If no connection to a remote server is found, all messages are dropped. Worse still, no errors are returned in this case. The lease system can believe that in certain situations a claim, extension, or revoke may of succeeded.
If raft can not keep up with demand, by processing the lease requests to the log, then back pressure on the system isn’t handled. The events are placed in a queue and at some point in the future, they’ll be processed, except by the time they’re ready for processing, they’ve already expired! You can’t cancel an event once placed in the queue, you can just tell the caller of the event (via a subscription) that the event they’re waiting for will never come and move on.

The work I’ve been doing is to fix both of these problems. Instead of sending an event over the central hub, we’ll use the API server for all lease requests.
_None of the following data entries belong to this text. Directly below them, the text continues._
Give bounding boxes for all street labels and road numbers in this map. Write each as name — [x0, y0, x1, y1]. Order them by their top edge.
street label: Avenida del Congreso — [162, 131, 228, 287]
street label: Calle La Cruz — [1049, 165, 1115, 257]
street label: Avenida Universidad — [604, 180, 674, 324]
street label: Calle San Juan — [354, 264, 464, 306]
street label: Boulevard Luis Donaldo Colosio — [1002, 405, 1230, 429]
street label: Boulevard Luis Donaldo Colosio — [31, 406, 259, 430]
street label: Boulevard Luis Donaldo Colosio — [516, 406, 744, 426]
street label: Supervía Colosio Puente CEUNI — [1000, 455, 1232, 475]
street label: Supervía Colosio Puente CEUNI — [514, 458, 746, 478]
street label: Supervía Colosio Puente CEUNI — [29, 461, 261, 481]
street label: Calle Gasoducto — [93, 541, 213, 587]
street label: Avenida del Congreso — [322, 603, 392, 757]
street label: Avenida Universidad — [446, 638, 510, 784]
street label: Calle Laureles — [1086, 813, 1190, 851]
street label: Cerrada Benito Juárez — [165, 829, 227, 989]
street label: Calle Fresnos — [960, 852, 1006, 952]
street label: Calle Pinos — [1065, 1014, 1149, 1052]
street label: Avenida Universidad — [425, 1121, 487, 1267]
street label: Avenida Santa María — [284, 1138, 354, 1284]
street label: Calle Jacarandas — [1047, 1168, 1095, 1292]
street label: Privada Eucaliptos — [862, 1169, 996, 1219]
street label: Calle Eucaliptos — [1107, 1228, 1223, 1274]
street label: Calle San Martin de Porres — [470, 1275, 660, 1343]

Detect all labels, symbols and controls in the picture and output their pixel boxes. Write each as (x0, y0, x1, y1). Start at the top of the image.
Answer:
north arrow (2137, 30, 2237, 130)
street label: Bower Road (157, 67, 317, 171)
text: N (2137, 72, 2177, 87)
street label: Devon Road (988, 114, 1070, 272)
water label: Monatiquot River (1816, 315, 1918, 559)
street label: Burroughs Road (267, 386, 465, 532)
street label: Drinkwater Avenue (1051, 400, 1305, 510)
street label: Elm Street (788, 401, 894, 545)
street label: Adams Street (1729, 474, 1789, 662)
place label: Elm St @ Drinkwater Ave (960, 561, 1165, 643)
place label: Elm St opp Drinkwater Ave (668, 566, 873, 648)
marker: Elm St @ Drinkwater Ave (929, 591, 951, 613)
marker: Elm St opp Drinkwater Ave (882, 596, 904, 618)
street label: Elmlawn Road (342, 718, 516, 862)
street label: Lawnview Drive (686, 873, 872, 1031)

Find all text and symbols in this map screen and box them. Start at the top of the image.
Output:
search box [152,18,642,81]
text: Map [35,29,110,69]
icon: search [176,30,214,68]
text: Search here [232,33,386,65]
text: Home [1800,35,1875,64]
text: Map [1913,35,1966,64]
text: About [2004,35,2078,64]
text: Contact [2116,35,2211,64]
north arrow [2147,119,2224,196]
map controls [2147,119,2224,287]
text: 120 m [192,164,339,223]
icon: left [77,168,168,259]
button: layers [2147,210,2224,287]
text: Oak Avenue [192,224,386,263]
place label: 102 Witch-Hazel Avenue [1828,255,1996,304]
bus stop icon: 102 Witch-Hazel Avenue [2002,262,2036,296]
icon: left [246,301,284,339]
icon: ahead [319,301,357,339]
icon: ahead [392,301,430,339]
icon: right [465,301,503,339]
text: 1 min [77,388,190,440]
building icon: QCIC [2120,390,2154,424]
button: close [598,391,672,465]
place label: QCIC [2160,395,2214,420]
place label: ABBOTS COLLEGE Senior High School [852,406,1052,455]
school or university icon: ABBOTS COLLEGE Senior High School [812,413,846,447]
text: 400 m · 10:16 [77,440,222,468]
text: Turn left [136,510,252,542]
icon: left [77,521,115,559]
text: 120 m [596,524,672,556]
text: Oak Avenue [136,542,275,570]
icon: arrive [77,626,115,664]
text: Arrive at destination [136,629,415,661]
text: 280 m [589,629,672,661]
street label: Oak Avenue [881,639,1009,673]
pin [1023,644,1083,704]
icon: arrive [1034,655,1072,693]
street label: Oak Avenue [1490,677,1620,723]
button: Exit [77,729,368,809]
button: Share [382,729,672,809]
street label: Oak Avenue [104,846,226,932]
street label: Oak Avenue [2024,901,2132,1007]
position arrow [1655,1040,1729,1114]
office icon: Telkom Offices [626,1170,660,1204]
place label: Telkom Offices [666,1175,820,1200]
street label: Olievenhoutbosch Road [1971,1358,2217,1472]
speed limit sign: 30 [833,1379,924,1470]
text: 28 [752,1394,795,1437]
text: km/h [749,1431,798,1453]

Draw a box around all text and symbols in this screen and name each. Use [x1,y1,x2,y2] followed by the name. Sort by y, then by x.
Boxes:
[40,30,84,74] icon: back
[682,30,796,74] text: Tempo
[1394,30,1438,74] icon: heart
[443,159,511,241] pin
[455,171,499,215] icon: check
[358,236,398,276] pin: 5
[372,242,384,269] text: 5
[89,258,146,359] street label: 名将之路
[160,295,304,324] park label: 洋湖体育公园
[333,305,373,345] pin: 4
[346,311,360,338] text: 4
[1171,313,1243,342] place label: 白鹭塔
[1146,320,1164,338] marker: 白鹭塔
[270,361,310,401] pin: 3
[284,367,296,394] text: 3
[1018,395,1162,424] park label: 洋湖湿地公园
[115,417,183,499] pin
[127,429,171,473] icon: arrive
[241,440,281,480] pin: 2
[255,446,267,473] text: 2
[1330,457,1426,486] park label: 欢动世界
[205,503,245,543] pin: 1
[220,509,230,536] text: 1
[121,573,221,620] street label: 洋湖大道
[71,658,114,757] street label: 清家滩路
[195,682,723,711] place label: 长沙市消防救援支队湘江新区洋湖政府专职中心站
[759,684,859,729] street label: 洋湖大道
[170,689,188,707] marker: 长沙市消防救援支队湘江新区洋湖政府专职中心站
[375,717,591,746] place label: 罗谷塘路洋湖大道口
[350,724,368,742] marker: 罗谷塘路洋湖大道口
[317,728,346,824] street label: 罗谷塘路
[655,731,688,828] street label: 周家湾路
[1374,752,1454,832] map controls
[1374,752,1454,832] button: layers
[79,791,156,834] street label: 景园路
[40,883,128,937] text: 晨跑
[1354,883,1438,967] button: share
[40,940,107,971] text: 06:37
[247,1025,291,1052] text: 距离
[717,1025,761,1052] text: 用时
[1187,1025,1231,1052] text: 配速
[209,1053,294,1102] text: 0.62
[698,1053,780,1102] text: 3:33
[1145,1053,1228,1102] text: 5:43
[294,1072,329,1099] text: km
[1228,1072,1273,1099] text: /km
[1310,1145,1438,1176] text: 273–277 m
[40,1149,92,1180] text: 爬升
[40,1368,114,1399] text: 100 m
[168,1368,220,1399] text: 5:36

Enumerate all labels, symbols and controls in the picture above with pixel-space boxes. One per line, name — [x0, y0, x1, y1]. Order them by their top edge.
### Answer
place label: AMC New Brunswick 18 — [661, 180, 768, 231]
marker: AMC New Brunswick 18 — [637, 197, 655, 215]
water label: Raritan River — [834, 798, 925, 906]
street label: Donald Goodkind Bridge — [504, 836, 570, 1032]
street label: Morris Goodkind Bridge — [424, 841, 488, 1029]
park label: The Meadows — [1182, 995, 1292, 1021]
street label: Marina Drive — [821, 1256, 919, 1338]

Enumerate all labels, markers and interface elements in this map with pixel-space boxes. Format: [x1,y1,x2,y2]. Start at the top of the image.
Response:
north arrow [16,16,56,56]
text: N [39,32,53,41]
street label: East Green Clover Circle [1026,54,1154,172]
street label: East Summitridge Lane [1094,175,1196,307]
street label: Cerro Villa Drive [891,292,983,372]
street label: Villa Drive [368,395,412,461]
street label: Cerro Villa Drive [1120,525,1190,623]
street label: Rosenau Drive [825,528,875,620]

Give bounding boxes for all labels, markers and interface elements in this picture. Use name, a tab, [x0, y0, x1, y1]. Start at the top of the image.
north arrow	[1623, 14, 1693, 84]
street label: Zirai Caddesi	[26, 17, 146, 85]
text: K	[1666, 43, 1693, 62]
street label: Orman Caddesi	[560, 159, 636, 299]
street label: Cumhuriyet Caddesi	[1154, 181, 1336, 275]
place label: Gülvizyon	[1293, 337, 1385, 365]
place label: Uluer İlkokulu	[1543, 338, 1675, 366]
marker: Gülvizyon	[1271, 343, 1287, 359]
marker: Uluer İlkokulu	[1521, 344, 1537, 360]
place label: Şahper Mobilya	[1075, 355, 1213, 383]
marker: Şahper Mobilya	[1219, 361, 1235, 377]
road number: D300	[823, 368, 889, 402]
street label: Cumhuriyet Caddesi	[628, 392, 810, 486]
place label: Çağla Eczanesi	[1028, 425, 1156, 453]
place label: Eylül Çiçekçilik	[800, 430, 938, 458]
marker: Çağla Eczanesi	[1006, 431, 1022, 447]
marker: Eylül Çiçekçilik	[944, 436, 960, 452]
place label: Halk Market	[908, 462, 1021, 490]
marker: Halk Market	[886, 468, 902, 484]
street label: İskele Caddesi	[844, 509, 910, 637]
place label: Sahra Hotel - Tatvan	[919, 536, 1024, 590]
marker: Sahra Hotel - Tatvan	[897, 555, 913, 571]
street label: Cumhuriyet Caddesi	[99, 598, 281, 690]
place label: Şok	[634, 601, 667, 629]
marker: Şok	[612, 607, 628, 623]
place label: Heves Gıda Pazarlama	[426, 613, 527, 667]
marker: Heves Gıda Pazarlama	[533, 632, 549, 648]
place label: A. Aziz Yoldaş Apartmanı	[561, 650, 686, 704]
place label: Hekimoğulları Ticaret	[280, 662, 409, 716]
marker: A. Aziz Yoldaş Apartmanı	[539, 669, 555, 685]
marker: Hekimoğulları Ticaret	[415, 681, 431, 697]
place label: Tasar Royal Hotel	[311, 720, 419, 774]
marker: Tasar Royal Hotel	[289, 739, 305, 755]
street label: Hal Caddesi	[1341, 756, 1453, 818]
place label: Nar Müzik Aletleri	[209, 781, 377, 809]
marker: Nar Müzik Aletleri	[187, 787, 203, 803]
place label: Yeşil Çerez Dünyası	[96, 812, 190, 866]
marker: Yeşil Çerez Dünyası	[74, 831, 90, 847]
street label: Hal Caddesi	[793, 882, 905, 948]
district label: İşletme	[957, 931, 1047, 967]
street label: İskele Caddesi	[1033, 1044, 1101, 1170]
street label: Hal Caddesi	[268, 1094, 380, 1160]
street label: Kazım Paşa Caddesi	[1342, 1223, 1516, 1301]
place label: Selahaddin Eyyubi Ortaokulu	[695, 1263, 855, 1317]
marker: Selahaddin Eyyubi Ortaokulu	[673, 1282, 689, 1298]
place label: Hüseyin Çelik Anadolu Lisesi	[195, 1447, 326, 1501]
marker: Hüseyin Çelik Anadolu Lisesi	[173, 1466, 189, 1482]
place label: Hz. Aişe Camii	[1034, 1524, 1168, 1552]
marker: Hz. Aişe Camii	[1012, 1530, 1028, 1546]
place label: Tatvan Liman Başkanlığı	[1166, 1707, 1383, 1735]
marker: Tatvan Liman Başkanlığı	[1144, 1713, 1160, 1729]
That allows us to use the battle-tested facade code, along with cancellable requests from the caller. Any API client requests that are not backed by a remote server connection will return an error to the lease manager, allowing a retry strategy appropriately.

Raft is now fronted with a queuing system that can coalesce command operations for batching and can exert the correct back pressure where appropriate.

Known issues

Dealing with backpressure

Currently the lease manager doesn’t deal with backpressure efficiently. When having lots of applications and lots of units for each application, restarting an agent(s) causes a thundering herd. The controller will struggle to come back up, fortunately it does after sometime. This is because the retries cause jitter and it can be concerning that the controller isn’t responding.

Ongoing work to deal with back pressure via the aid of batching logs is currently happening.

Additional information:

jamesbeedy · 16 October 2021 14:43

It’s very exciting to see this.

This looks like something that could potentially be a solution for the behavior we experience where unit logs don’t make it into the system. Thank you for posting this. Looking forward to see how things turn out here.

~James